[Entries shown — start]

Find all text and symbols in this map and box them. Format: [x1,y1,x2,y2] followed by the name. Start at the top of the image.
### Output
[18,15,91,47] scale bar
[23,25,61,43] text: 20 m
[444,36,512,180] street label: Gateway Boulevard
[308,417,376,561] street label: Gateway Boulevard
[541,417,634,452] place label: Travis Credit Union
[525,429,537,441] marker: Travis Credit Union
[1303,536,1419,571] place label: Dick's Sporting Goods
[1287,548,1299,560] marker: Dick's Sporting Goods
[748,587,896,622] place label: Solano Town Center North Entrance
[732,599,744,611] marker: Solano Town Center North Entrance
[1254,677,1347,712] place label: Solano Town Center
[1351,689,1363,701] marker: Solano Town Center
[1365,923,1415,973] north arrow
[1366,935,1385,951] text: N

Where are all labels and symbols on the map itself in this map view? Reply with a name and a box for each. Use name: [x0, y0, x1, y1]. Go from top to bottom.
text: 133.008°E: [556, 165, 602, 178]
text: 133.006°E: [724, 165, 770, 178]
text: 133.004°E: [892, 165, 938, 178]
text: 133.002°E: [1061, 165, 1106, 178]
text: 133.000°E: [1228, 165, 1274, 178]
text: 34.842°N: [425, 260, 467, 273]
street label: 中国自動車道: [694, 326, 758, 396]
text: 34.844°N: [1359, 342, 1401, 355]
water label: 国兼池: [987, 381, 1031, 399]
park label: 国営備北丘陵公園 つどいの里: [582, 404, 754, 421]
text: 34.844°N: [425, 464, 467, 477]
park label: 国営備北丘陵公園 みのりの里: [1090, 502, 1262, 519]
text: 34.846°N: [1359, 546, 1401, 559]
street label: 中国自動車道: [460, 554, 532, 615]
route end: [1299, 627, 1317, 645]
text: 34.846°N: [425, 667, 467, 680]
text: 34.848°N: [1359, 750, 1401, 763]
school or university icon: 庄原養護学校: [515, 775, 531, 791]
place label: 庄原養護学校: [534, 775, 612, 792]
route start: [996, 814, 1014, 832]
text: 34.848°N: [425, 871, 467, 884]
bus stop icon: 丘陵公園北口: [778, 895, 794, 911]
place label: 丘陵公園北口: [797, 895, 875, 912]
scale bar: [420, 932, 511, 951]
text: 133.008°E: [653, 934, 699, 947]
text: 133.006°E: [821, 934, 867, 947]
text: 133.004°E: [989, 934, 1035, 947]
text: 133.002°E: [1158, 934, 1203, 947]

[Entries shown — finish]

Problem details: Give the data again exactly, line for line.

Output for this task:
Find all text and symbols in this map and box them. Format: [x1,y1,x2,y2] followed by the name. Start at the top of the image.
### Output
[18,15,91,47] scale bar
[23,25,61,43] text: 20 m
[444,36,512,180] street label: Gateway Boulevard
[308,417,376,561] street label: Gateway Boulevard
[541,417,634,452] place label: Travis Credit Union
[525,429,537,441] marker: Travis Credit Union
[1303,536,1419,571] place label: Dick's Sporting Goods
[1287,548,1299,560] marker: Dick's Sporting Goods
[748,587,896,622] place label: Solano Town Center North Entrance
[732,599,744,611] marker: Solano Town Center North Entrance
[1254,677,1347,712] place label: Solano Town Center
[1351,689,1363,701] marker: Solano Town Center
[1365,923,1415,973] north arrow
[1366,935,1385,951] text: N

Where are all labels and symbols on the map itself in this map view? Reply with a name and a box for each. Use name: [x0, y0, x1, y1]. Go from top to bottom.
text: 133.008°E: [556, 165, 602, 178]
text: 133.006°E: [724, 165, 770, 178]
text: 133.004°E: [892, 165, 938, 178]
text: 133.002°E: [1061, 165, 1106, 178]
text: 133.000°E: [1228, 165, 1274, 178]
text: 34.842°N: [425, 260, 467, 273]
street label: 中国自動車道: [694, 326, 758, 396]
text: 34.844°N: [1359, 342, 1401, 355]
water label: 国兼池: [987, 381, 1031, 399]
park label: 国営備北丘陵公園 つどいの里: [582, 404, 754, 421]
text: 34.844°N: [425, 464, 467, 477]
park label: 国営備北丘陵公園 みのりの里: [1090, 502, 1262, 519]
text: 34.846°N: [1359, 546, 1401, 559]
street label: 中国自動車道: [460, 554, 532, 615]
route end: [1299, 627, 1317, 645]
text: 34.846°N: [425, 667, 467, 680]
text: 34.848°N: [1359, 750, 1401, 763]
school or university icon: 庄原養護学校: [515, 775, 531, 791]
place label: 庄原養護学校: [534, 775, 612, 792]
route start: [996, 814, 1014, 832]
text: 34.848°N: [425, 871, 467, 884]
bus stop icon: 丘陵公園北口: [778, 895, 794, 911]
place label: 丘陵公園北口: [797, 895, 875, 912]
scale bar: [420, 932, 511, 951]
text: 133.008°E: [653, 934, 699, 947]
text: 133.006°E: [821, 934, 867, 947]
text: 133.004°E: [989, 934, 1035, 947]
text: 133.002°E: [1158, 934, 1203, 947]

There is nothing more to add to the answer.